--- DATA FOR REVIEW Enclosed Below ---

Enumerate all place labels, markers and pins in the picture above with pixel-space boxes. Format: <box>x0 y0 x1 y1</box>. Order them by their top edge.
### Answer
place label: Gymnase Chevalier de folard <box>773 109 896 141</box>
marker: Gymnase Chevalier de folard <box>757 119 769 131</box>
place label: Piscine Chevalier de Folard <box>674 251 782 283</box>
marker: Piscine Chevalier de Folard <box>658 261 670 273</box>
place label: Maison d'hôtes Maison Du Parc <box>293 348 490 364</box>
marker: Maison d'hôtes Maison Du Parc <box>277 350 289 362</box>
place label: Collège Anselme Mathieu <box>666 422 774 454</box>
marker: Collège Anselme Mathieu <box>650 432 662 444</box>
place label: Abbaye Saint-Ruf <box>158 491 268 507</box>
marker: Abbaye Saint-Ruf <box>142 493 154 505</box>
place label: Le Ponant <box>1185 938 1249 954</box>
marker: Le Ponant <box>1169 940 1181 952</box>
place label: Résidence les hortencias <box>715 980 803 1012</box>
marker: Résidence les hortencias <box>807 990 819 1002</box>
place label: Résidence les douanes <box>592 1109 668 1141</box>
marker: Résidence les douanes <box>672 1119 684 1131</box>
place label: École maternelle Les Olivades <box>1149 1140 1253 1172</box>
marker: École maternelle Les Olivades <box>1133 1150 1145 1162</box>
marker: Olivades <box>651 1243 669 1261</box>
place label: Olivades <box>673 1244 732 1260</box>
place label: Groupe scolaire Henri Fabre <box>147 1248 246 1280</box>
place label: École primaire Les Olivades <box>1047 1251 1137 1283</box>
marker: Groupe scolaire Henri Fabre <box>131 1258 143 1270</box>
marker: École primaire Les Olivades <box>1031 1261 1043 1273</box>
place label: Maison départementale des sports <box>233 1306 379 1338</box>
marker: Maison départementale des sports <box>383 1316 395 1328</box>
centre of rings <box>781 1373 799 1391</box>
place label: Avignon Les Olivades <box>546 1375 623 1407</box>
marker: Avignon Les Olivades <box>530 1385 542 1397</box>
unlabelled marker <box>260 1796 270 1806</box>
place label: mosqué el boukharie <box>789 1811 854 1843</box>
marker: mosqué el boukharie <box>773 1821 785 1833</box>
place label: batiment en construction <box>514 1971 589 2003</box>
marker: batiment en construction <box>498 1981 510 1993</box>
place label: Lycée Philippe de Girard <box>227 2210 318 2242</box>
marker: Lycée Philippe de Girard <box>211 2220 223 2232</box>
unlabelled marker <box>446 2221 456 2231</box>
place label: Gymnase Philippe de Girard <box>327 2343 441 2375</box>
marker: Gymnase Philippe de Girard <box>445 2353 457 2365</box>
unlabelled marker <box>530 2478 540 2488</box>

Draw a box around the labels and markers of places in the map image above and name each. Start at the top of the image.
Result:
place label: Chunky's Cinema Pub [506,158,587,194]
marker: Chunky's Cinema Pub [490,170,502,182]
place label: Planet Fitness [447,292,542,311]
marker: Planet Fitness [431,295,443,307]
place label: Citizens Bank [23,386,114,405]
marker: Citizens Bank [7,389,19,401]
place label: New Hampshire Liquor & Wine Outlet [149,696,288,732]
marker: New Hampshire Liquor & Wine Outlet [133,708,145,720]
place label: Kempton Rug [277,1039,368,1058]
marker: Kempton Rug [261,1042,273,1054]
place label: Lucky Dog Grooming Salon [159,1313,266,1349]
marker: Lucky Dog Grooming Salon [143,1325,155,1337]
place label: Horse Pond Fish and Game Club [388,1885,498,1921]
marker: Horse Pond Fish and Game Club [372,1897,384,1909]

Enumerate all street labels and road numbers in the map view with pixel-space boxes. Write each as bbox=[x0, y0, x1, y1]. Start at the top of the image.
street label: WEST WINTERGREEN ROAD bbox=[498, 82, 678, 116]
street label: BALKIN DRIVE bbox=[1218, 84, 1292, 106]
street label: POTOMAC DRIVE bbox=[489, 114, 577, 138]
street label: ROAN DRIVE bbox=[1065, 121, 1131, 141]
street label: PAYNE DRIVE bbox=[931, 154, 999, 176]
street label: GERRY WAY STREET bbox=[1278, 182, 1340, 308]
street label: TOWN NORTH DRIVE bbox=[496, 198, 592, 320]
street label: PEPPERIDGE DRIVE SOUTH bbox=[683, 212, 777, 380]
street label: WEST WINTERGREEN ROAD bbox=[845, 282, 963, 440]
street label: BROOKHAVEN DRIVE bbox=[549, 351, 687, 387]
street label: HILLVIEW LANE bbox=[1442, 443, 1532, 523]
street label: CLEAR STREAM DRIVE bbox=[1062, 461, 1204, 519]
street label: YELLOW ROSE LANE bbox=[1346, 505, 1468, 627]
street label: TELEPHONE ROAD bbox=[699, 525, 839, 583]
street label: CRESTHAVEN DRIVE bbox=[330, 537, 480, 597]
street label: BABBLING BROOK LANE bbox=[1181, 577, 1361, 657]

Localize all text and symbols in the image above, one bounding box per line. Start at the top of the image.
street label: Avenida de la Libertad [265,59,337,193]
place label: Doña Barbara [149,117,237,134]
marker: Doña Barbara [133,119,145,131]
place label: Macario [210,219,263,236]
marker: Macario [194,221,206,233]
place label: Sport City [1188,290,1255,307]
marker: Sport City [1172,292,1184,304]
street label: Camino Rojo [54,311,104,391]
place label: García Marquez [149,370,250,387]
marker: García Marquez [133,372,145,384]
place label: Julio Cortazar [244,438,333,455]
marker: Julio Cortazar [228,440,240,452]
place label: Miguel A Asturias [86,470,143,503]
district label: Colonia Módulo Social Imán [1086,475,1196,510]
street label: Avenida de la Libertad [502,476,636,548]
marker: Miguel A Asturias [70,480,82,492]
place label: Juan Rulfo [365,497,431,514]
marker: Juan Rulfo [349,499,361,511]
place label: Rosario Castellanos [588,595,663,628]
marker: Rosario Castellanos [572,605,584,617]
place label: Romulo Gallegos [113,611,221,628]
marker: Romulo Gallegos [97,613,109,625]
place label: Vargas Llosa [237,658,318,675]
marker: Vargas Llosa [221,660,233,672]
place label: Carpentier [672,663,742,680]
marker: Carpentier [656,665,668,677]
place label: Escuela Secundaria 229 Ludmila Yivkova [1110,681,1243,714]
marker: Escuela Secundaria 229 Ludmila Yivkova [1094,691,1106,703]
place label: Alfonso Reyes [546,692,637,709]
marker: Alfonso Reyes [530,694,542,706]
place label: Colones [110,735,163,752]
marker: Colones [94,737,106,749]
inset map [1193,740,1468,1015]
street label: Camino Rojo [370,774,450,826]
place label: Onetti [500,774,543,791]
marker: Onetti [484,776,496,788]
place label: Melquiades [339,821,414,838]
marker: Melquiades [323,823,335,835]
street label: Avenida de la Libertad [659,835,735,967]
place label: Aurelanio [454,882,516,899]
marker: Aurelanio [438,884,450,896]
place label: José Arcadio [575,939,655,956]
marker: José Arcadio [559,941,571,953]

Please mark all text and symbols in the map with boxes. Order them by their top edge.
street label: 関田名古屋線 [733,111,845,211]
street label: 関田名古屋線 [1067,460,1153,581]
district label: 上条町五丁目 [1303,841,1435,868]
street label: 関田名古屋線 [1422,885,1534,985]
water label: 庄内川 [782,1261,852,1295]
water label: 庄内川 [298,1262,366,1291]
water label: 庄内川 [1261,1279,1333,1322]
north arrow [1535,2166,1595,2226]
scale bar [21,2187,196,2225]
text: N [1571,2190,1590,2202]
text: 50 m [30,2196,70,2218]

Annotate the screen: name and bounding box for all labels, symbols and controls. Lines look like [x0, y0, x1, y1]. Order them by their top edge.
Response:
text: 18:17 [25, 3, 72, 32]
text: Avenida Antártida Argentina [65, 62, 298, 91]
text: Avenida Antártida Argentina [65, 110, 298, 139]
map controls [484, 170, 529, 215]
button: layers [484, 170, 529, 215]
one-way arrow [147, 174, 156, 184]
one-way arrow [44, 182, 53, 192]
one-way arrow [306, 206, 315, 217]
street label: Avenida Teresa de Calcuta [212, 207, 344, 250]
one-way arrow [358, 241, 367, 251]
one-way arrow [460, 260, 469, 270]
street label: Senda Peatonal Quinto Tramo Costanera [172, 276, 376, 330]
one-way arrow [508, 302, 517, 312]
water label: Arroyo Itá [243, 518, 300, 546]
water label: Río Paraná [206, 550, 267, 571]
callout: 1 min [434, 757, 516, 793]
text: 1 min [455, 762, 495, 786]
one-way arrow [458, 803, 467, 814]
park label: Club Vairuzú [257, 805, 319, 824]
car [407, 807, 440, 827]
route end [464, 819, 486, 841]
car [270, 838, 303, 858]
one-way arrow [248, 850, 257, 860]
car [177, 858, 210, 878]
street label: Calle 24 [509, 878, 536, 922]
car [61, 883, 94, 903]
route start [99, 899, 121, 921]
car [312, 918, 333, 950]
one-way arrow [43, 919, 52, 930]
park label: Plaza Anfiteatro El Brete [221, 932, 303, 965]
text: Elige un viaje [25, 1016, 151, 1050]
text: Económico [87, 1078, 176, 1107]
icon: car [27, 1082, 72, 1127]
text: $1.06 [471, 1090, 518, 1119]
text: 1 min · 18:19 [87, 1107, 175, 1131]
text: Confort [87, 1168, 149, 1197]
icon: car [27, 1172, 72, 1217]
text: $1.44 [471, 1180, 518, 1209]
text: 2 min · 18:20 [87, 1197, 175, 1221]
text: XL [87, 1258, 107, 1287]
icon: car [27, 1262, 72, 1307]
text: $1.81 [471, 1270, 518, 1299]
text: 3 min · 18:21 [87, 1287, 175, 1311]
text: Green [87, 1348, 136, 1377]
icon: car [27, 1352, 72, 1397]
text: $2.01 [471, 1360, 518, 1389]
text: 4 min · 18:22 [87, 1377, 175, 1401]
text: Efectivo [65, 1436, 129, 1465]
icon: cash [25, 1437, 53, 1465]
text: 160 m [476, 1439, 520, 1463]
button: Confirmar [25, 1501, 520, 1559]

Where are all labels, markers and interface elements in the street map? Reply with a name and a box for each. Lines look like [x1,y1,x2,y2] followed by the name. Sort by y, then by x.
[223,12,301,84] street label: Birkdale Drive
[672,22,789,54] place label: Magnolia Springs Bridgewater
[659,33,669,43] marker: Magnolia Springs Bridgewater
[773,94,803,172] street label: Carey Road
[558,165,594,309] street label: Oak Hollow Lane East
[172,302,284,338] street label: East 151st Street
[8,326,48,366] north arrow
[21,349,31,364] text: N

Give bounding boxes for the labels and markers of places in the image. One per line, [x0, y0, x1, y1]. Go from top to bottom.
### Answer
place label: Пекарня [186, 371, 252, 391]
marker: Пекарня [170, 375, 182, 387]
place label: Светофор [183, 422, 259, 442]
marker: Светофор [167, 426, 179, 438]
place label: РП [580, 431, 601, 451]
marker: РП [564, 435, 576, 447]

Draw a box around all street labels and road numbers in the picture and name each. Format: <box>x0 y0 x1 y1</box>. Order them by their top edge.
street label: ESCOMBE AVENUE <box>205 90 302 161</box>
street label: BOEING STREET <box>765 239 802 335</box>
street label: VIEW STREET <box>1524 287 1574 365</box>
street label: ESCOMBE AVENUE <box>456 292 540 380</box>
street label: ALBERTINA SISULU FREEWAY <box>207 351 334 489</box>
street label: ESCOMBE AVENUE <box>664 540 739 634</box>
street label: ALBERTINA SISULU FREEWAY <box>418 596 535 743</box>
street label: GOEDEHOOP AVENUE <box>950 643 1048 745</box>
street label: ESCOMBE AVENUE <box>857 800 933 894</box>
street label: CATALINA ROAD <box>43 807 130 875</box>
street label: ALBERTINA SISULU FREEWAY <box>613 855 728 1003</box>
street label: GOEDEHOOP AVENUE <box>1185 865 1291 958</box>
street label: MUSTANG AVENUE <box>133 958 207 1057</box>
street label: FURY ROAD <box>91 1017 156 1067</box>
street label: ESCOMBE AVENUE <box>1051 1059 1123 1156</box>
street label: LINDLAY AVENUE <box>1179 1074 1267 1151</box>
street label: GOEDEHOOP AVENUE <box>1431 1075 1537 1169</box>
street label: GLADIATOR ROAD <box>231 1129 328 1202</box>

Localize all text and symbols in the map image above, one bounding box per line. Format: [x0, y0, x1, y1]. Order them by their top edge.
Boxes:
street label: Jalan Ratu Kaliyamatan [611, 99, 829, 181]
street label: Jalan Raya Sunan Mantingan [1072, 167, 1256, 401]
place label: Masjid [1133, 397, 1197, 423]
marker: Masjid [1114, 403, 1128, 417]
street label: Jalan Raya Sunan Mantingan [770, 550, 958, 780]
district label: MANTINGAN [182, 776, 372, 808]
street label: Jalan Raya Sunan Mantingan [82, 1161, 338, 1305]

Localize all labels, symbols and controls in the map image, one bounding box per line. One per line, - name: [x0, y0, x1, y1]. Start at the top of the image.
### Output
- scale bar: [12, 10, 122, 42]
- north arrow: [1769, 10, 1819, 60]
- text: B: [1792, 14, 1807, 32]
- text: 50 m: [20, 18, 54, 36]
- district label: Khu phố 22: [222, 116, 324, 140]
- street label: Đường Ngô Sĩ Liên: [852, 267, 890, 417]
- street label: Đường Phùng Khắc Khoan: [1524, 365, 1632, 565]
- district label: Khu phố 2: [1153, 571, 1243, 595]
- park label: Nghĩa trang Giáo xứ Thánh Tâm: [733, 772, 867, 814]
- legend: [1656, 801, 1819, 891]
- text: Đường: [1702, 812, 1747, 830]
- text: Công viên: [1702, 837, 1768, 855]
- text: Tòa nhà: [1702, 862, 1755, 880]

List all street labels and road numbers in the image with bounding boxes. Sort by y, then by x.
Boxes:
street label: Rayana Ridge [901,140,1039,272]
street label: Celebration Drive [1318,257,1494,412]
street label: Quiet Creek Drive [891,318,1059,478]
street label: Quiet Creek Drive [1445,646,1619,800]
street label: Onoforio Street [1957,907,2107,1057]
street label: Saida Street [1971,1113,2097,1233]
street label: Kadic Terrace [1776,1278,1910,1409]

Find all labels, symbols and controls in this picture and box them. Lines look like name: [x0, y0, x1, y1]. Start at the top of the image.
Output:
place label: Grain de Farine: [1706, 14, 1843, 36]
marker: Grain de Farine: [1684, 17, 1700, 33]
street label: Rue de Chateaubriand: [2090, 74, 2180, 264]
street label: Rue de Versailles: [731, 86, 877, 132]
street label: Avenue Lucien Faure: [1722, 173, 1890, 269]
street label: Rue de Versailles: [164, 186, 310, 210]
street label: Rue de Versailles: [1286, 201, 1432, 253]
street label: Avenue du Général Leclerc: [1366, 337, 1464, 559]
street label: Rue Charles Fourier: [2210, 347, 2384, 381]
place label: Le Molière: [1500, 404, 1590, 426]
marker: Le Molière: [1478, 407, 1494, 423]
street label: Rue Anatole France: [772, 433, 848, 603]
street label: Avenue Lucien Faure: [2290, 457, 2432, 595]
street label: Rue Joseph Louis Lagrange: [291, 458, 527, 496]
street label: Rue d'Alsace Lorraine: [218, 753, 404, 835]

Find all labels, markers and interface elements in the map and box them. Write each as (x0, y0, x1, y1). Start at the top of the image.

--- End of Enclosed DATA FOR REVIEW ---

_WHAT THIS TASK INVOLVES_:
Return the lines above that include the string "Find".

_SOLUTION_:
Find all labels, symbols and controls in this picture and box them. Lines look like name: [x0, y0, x1, y1]. Start at the top of the image.
Find all labels, markers and interface elements in the map and box them. Write each as (x0, y0, x1, y1). Start at the top of the image.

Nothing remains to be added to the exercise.